Medical AI
Quality Guardrails to Build Before Scaling Medical AI
Medical AI should not be treated as a simple tool rollout. Based on WHO guidance and FDA documents, this article explains how companies can set up governance, monitoring, and change control before quality breaks down.
Summary
Summary
Medical AI should not be treated as a simple tool rollout. Based on WHO guidance and FDA documents, this article explains how companies can set up governance, monitoring, and change control before quality breaks down.
TL;DR
Key points first
- Define high-risk use cases and human review before deployment
- Treat prompt changes, source changes, and UI changes as managed updates
- Design monitoring and rollback conditions as part of normal operations
What you will learn
- Why medical AI governance must be designed before scaling
- How WHO and FDA thinking can be translated into company operations
- What should be documented for safe updates and supervision
Conclusion
If a company wants to use medical AI responsibly, it must define governance before scale. Human oversight, source management, change control, and post-launch monitoring should be treated as operating requirements, not optional refinements.
Background
WHO's 2025 guidance on large multi-modal models for health positions medical AI as a governance issue, not only a technology issue. It emphasizes human oversight, transparency, and post-deployment monitoring, especially in higher-risk contexts. [1]

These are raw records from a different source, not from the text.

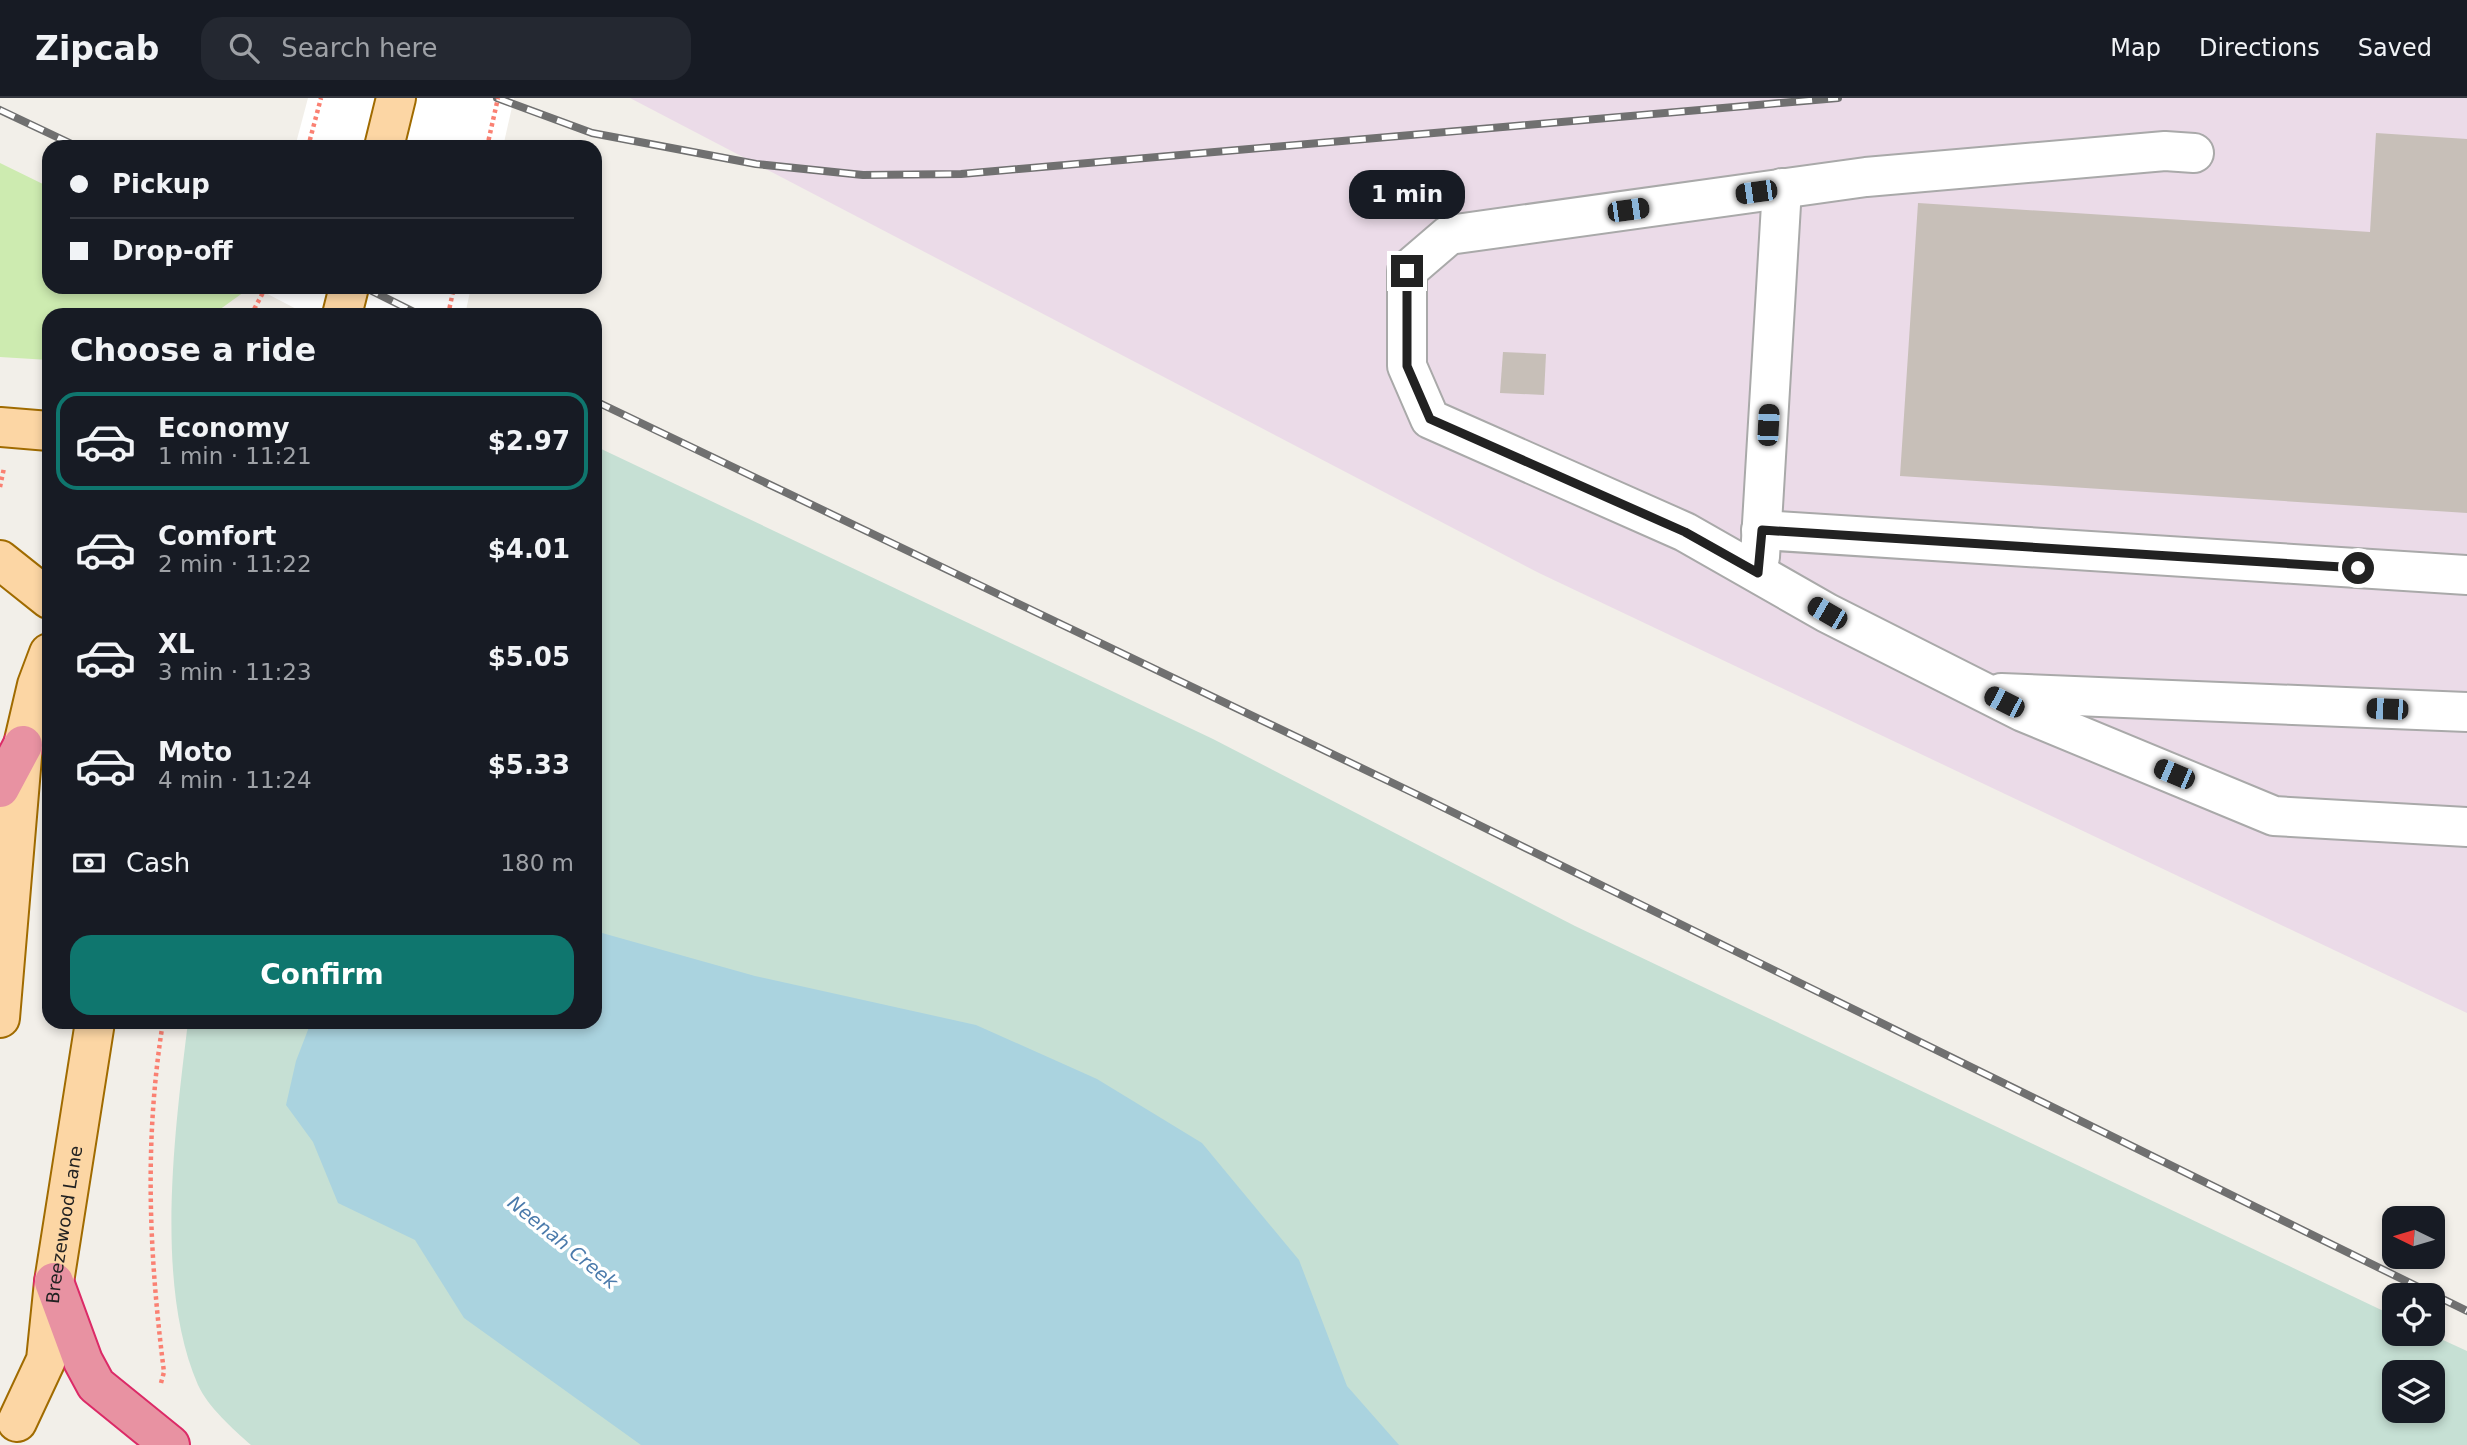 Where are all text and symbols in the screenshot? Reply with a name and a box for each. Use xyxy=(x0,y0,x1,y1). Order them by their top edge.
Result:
search box xyxy=(201,17,691,80)
text: Zipcab xyxy=(35,29,159,68)
icon: search xyxy=(225,29,263,67)
text: Search here xyxy=(281,33,438,63)
text: Map xyxy=(2110,34,2161,62)
text: Directions xyxy=(2199,34,2320,62)
text: Saved xyxy=(2358,34,2432,62)
text: Pickup xyxy=(112,169,210,199)
callout: 1 min xyxy=(1349,170,1465,218)
car xyxy=(1734,179,1779,205)
text: 1 min xyxy=(1371,181,1443,207)
car xyxy=(1606,197,1651,223)
text: Drop-off xyxy=(112,236,233,266)
route end xyxy=(1391,255,1423,287)
text: Choose a ride xyxy=(70,331,316,369)
car xyxy=(1757,403,1780,447)
icon: car xyxy=(74,410,137,473)
text: Economy xyxy=(158,413,289,443)
text: $2.97 xyxy=(488,426,570,456)
text: 1 min · 11:21 xyxy=(158,443,312,469)
icon: car xyxy=(74,518,137,581)
text: Comfort xyxy=(158,521,276,551)
text: $4.01 xyxy=(488,534,570,564)
text: 2 min · 11:22 xyxy=(158,551,312,577)
route start xyxy=(2342,552,2374,584)
car xyxy=(1804,593,1851,633)
icon: car xyxy=(74,626,137,689)
text: XL xyxy=(158,629,195,659)
text: $5.05 xyxy=(488,642,570,672)
text: 3 min · 11:23 xyxy=(158,659,312,685)
car xyxy=(1981,683,2028,721)
car xyxy=(2366,698,2409,720)
icon: car xyxy=(74,734,137,797)
text: Moto xyxy=(158,737,232,767)
text: $5.33 xyxy=(488,750,570,780)
car xyxy=(2151,756,2198,792)
text: 4 min · 11:24 xyxy=(158,767,312,793)
icon: cash xyxy=(70,844,108,882)
text: Cash xyxy=(126,848,190,878)
text: 180 m xyxy=(500,850,574,876)
button: Confirm xyxy=(70,935,574,1015)
street label: Breezewood Lane xyxy=(41,1144,86,1305)
water label: Neenah Creek xyxy=(504,1191,623,1294)
north arrow xyxy=(2382,1206,2445,1269)
map controls xyxy=(2382,1206,2445,1423)
button: locate xyxy=(2382,1283,2445,1346)
button: layers xyxy=(2382,1360,2445,1423)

The FDA's final guidance on predetermined change control plans also reinforces that changes expected after launch should be defined in advance, including what may change and how validation will be handled. For internal medical AI operations, this thinking applies directly to prompt changes, RAG source updates, and UI revisions. [2][3]
Practical actions
- Classify use cases by risk and define which ones require physician review
- Record source rules, prohibited outputs, and escalation conditions before rollout
- Treat model, prompt, source, and interface updates as managed changes with re-evaluation rules
- Prepare monitoring metrics and rollback conditions as part of normal operations
Sources
FAQ
Can we start with a lightweight PoC first?
Yes, but even a small PoC should define where human review happens, what sources are used, and what kinds of outputs are not allowed. Governance can be lighter at the beginning, but it still needs to exist.
Do we need physician review for every output?
Not always. The practical approach is to classify outputs by risk and define where physician review is mandatory, where operational review is enough, and where publication should be blocked.